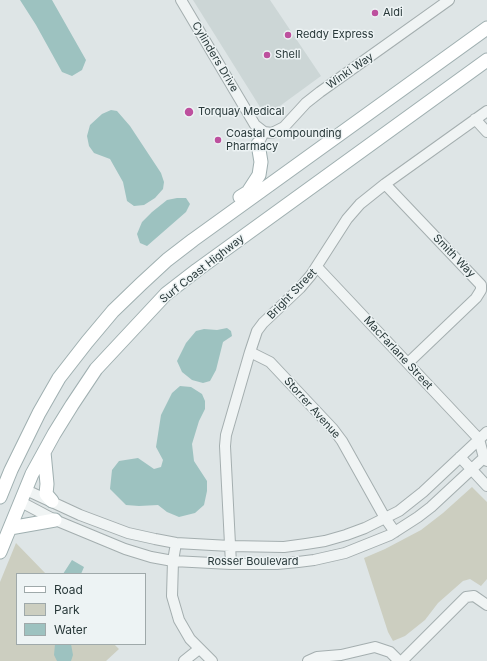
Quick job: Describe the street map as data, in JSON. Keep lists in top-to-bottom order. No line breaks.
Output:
{"streets":{"main road":["Surf Coast Highway"],"street":["Cylinders Drive","Winki Way","Smith Way","Bright Street","MacFarlane Street","Storrer Avenue","Rosser Boulevard"]},"crossings":[["Cylinders Drive","Winki Way"],["Smith Way","Bright Street"],["Smith Way","MacFarlane Street"],["Surf Coast Highway","Rosser Boulevard"],["Bright Street","MacFarlane Street"],["Bright Street","Storrer Avenue"],["Bright Street","Rosser Boulevard"],["MacFarlane Street","Rosser Boulevard"],["Storrer Avenue","Rosser Boulevard"]],"places":["Aldi","Reddy Express","Shell","Torquay Medical","Coastal Compounding Pharmacy"],"legend":["Road","Park","Water"]}
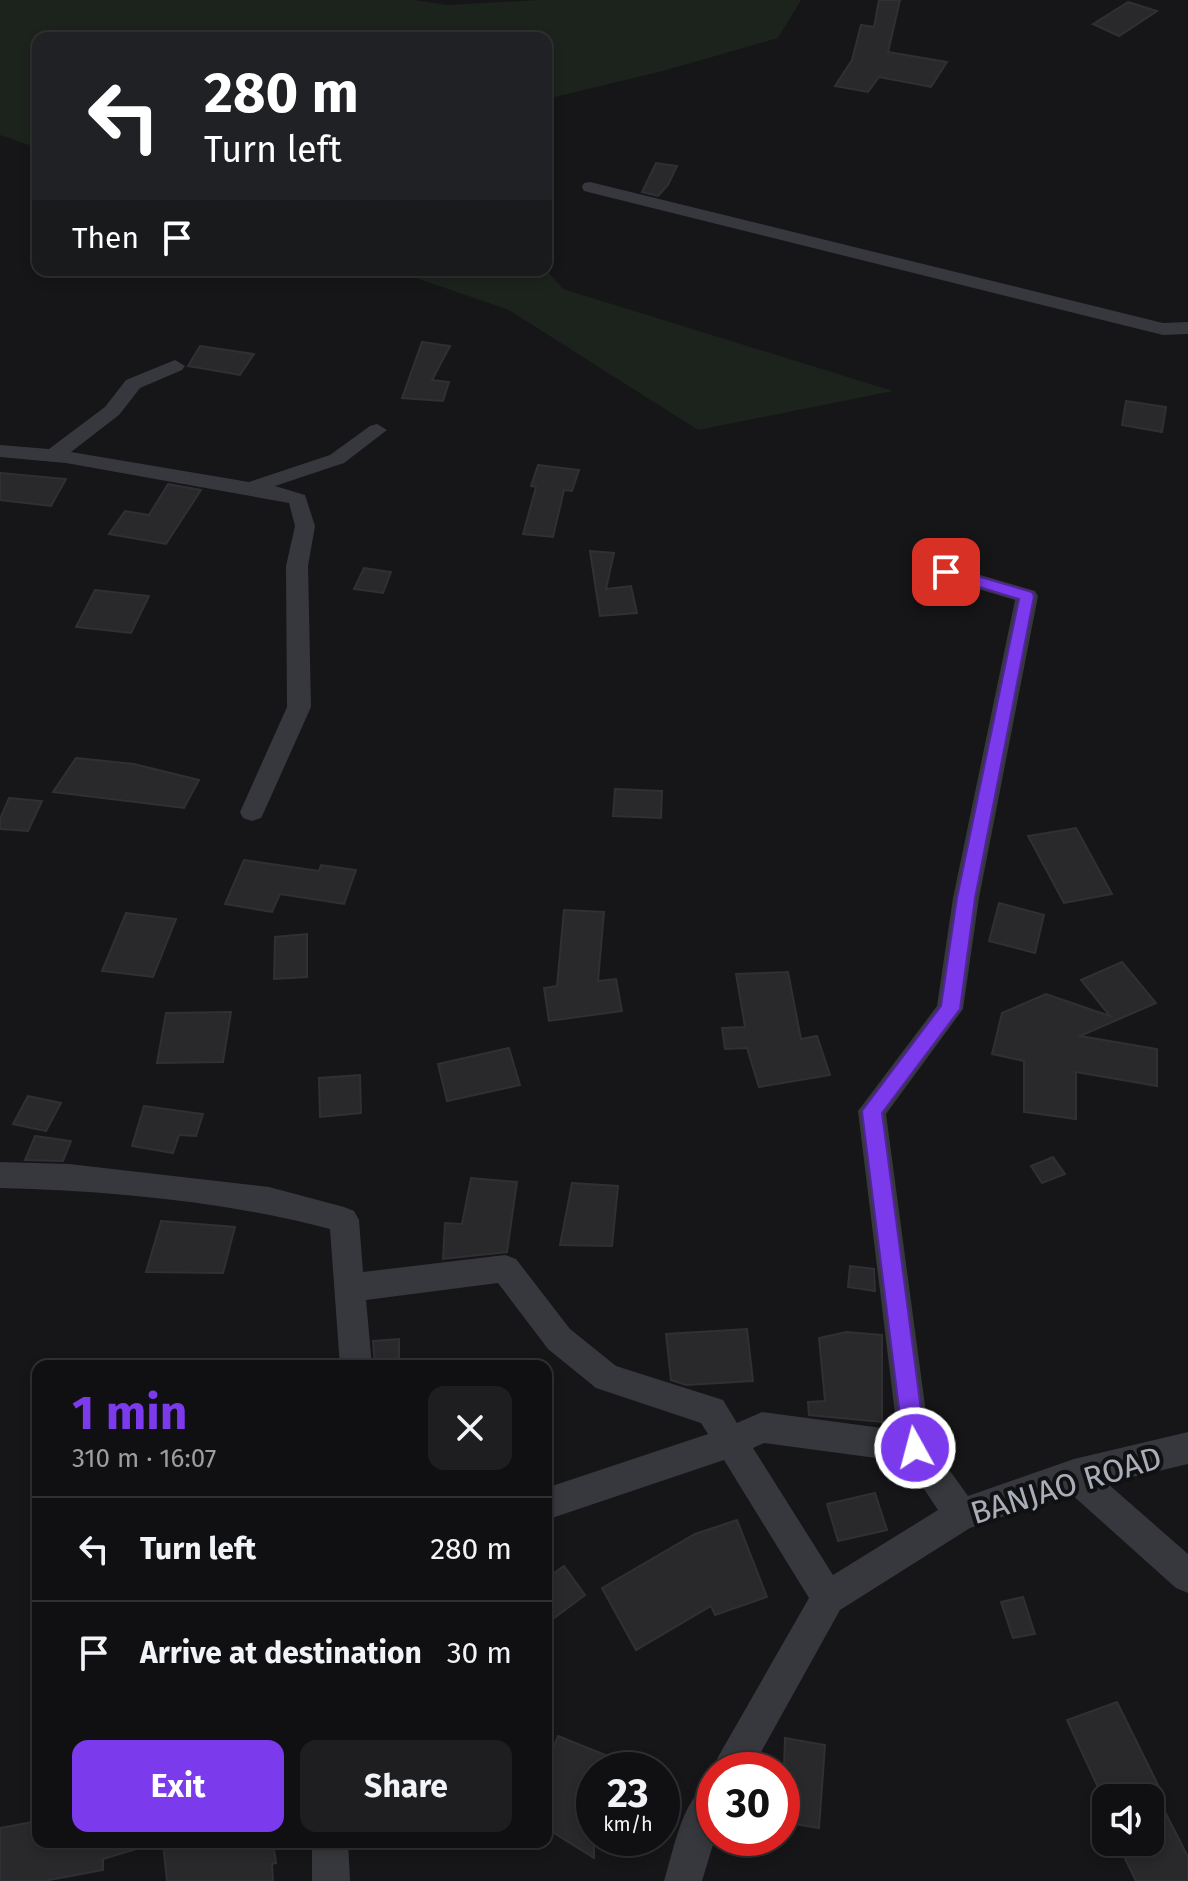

» WHAT THIS TASK INVOLVES
Print the complete listing exactly as it stands, without its pictures.

» EXERCISE RESPONSE
Quick job: Describe the street map as data, in JSON. Keep lists in top-to-bottom order. No line breaks.
Output:
{"streets":{"main road":["Surf Coast Highway"],"street":["Cylinders Drive","Winki Way","Smith Way","Bright Street","MacFarlane Street","Storrer Avenue","Rosser Boulevard"]},"crossings":[["Cylinders Drive","Winki Way"],["Smith Way","Bright Street"],["Smith Way","MacFarlane Street"],["Surf Coast Highway","Rosser Boulevard"],["Bright Street","MacFarlane Street"],["Bright Street","Storrer Avenue"],["Bright Street","Rosser Boulevard"],["MacFarlane Street","Rosser Boulevard"],["Storrer Avenue","Rosser Boulevard"]],"places":["Aldi","Reddy Express","Shell","Torquay Medical","Coastal Compounding Pharmacy"],"legend":["Road","Park","Water"]}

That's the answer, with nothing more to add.